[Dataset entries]
******************************

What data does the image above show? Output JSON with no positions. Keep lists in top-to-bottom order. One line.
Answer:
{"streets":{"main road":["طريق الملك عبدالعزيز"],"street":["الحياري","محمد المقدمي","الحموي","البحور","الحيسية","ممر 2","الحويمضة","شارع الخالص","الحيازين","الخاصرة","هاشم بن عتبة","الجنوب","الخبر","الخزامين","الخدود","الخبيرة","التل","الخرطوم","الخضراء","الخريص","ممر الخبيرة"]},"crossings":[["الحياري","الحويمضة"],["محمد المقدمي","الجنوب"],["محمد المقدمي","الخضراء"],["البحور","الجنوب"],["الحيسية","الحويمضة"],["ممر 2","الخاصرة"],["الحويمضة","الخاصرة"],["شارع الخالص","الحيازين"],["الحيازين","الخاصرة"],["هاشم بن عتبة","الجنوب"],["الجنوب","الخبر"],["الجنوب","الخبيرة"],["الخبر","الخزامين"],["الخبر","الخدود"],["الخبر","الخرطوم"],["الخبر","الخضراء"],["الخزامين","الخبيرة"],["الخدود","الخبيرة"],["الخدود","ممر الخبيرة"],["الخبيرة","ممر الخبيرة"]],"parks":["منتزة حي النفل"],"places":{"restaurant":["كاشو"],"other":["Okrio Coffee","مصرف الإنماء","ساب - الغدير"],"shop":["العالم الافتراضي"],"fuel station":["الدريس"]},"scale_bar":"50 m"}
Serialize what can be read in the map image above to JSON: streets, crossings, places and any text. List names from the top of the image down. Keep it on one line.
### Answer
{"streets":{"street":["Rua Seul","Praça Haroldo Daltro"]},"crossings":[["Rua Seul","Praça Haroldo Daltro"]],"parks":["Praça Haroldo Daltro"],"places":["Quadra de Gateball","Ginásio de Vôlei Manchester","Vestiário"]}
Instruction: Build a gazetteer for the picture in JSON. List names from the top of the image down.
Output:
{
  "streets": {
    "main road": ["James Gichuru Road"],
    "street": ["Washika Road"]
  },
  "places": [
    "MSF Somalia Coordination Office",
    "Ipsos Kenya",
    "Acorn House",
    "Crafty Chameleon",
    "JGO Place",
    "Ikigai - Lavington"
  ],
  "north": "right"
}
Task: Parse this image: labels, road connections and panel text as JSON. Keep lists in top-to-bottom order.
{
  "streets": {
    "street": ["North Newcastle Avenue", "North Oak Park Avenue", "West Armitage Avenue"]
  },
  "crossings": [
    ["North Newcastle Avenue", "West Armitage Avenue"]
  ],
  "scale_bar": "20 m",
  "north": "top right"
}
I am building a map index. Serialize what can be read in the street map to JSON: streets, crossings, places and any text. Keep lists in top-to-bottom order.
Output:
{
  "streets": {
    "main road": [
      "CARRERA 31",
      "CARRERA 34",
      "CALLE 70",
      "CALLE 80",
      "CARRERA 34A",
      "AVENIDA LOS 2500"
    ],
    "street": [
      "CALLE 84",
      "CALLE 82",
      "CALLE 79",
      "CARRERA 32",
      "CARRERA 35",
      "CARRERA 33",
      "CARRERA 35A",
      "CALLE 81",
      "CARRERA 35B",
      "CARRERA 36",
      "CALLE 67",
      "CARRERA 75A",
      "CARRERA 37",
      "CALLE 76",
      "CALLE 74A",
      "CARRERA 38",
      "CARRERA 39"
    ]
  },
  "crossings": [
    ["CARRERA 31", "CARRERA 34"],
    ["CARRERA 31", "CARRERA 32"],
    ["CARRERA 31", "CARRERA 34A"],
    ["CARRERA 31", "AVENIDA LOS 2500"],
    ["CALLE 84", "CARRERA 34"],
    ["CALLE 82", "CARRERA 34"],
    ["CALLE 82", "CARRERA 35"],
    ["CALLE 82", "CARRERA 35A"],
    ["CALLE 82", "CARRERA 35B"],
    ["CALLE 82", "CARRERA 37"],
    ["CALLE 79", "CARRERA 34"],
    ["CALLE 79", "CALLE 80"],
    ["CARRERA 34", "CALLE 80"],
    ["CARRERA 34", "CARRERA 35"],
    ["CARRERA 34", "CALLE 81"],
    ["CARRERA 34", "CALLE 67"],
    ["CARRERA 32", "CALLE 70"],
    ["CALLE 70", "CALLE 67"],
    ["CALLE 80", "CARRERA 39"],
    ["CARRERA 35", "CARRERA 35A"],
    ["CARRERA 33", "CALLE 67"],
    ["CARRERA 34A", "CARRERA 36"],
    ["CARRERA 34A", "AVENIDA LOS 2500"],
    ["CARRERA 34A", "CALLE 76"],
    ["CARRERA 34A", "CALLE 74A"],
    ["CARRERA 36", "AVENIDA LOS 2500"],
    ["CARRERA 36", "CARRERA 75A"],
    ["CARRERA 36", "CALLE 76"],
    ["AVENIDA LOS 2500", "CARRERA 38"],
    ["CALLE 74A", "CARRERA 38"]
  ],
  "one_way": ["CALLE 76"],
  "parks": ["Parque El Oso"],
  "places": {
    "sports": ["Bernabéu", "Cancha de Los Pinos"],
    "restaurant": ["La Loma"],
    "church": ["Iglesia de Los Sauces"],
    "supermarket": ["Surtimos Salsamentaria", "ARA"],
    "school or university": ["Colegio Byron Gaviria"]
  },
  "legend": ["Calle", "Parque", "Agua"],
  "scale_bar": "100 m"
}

******************************

*How to complete this task*. The response has to match the data exactly, line for line.

*Response box*.
What data does the image above show? Output JSON with no positions. Keep lists in top-to-bottom order. One line.
Answer:
{"streets":{"main road":["طريق الملك عبدالعزيز"],"street":["الحياري","محمد المقدمي","الحموي","البحور","الحيسية","ممر 2","الحويمضة","شارع الخالص","الحيازين","الخاصرة","هاشم بن عتبة","الجنوب","الخبر","الخزامين","الخدود","الخبيرة","التل","الخرطوم","الخضراء","الخريص","ممر الخبيرة"]},"crossings":[["الحياري","الحويمضة"],["محمد المقدمي","الجنوب"],["محمد المقدمي","الخضراء"],["البحور","الجنوب"],["الحيسية","الحويمضة"],["ممر 2","الخاصرة"],["الحويمضة","الخاصرة"],["شارع الخالص","الحيازين"],["الحيازين","الخاصرة"],["هاشم بن عتبة","الجنوب"],["الجنوب","الخبر"],["الجنوب","الخبيرة"],["الخبر","الخزامين"],["الخبر","الخدود"],["الخبر","الخرطوم"],["الخبر","الخضراء"],["الخزامين","الخبيرة"],["الخدود","الخبيرة"],["الخدود","ممر الخبيرة"],["الخبيرة","ممر الخبيرة"]],"parks":["منتزة حي النفل"],"places":{"restaurant":["كاشو"],"other":["Okrio Coffee","مصرف الإنماء","ساب - الغدير"],"shop":["العالم الافتراضي"],"fuel station":["الدريس"]},"scale_bar":"50 m"}
Serialize what can be read in the map image above to JSON: streets, crossings, places and any text. List names from the top of the image down. Keep it on one line.
### Answer
{"streets":{"street":["Rua Seul","Praça Haroldo Daltro"]},"crossings":[["Rua Seul","Praça Haroldo Daltro"]],"parks":["Praça Haroldo Daltro"],"places":["Quadra de Gateball","Ginásio de Vôlei Manchester","Vestiário"]}
Instruction: Build a gazetteer for the picture in JSON. List names from the top of the image down.
Output:
{
  "streets": {
    "main road": ["James Gichuru Road"],
    "street": ["Washika Road"]
  },
  "places": [
    "MSF Somalia Coordination Office",
    "Ipsos Kenya",
    "Acorn House",
    "Crafty Chameleon",
    "JGO Place",
    "Ikigai - Lavington"
  ],
  "north": "right"
}
Task: Parse this image: labels, road connections and panel text as JSON. Keep lists in top-to-bottom order.
{
  "streets": {
    "street": ["North Newcastle Avenue", "North Oak Park Avenue", "West Armitage Avenue"]
  },
  "crossings": [
    ["North Newcastle Avenue", "West Armitage Avenue"]
  ],
  "scale_bar": "20 m",
  "north": "top right"
}
I am building a map index. Serialize what can be read in the street map to JSON: streets, crossings, places and any text. Keep lists in top-to-bottom order.
Output:
{
  "streets": {
    "main road": [
      "CARRERA 31",
      "CARRERA 34",
      "CALLE 70",
      "CALLE 80",
      "CARRERA 34A",
      "AVENIDA LOS 2500"
    ],
    "street": [
      "CALLE 84",
      "CALLE 82",
      "CALLE 79",
      "CARRERA 32",
      "CARRERA 35",
      "CARRERA 33",
      "CARRERA 35A",
      "CALLE 81",
      "CARRERA 35B",
      "CARRERA 36",
      "CALLE 67",
      "CARRERA 75A",
      "CARRERA 37",
      "CALLE 76",
      "CALLE 74A",
      "CARRERA 38",
      "CARRERA 39"
    ]
  },
  "crossings": [
    ["CARRERA 31", "CARRERA 34"],
    ["CARRERA 31", "CARRERA 32"],
    ["CARRERA 31", "CARRERA 34A"],
    ["CARRERA 31", "AVENIDA LOS 2500"],
    ["CALLE 84", "CARRERA 34"],
    ["CALLE 82", "CARRERA 34"],
    ["CALLE 82", "CARRERA 35"],
    ["CALLE 82", "CARRERA 35A"],
    ["CALLE 82", "CARRERA 35B"],
    ["CALLE 82", "CARRERA 37"],
    ["CALLE 79", "CARRERA 34"],
    ["CALLE 79", "CALLE 80"],
    ["CARRERA 34", "CALLE 80"],
    ["CARRERA 34", "CARRERA 35"],
    ["CARRERA 34", "CALLE 81"],
    ["CARRERA 34", "CALLE 67"],
    ["CARRERA 32", "CALLE 70"],
    ["CALLE 70", "CALLE 67"],
    ["CALLE 80", "CARRERA 39"],
    ["CARRERA 35", "CARRERA 35A"],
    ["CARRERA 33", "CALLE 67"],
    ["CARRERA 34A", "CARRERA 36"],
    ["CARRERA 34A", "AVENIDA LOS 2500"],
    ["CARRERA 34A", "CALLE 76"],
    ["CARRERA 34A", "CALLE 74A"],
    ["CARRERA 36", "AVENIDA LOS 2500"],
    ["CARRERA 36", "CARRERA 75A"],
    ["CARRERA 36", "CALLE 76"],
    ["AVENIDA LOS 2500", "CARRERA 38"],
    ["CALLE 74A", "CARRERA 38"]
  ],
  "one_way": ["CALLE 76"],
  "parks": ["Parque El Oso"],
  "places": {
    "sports": ["Bernabéu", "Cancha de Los Pinos"],
    "restaurant": ["La Loma"],
    "church": ["Iglesia de Los Sauces"],
    "supermarket": ["Surtimos Salsamentaria", "ARA"],
    "school or university": ["Colegio Byron Gaviria"]
  },
  "legend": ["Calle", "Parque", "Agua"],
  "scale_bar": "100 m"
}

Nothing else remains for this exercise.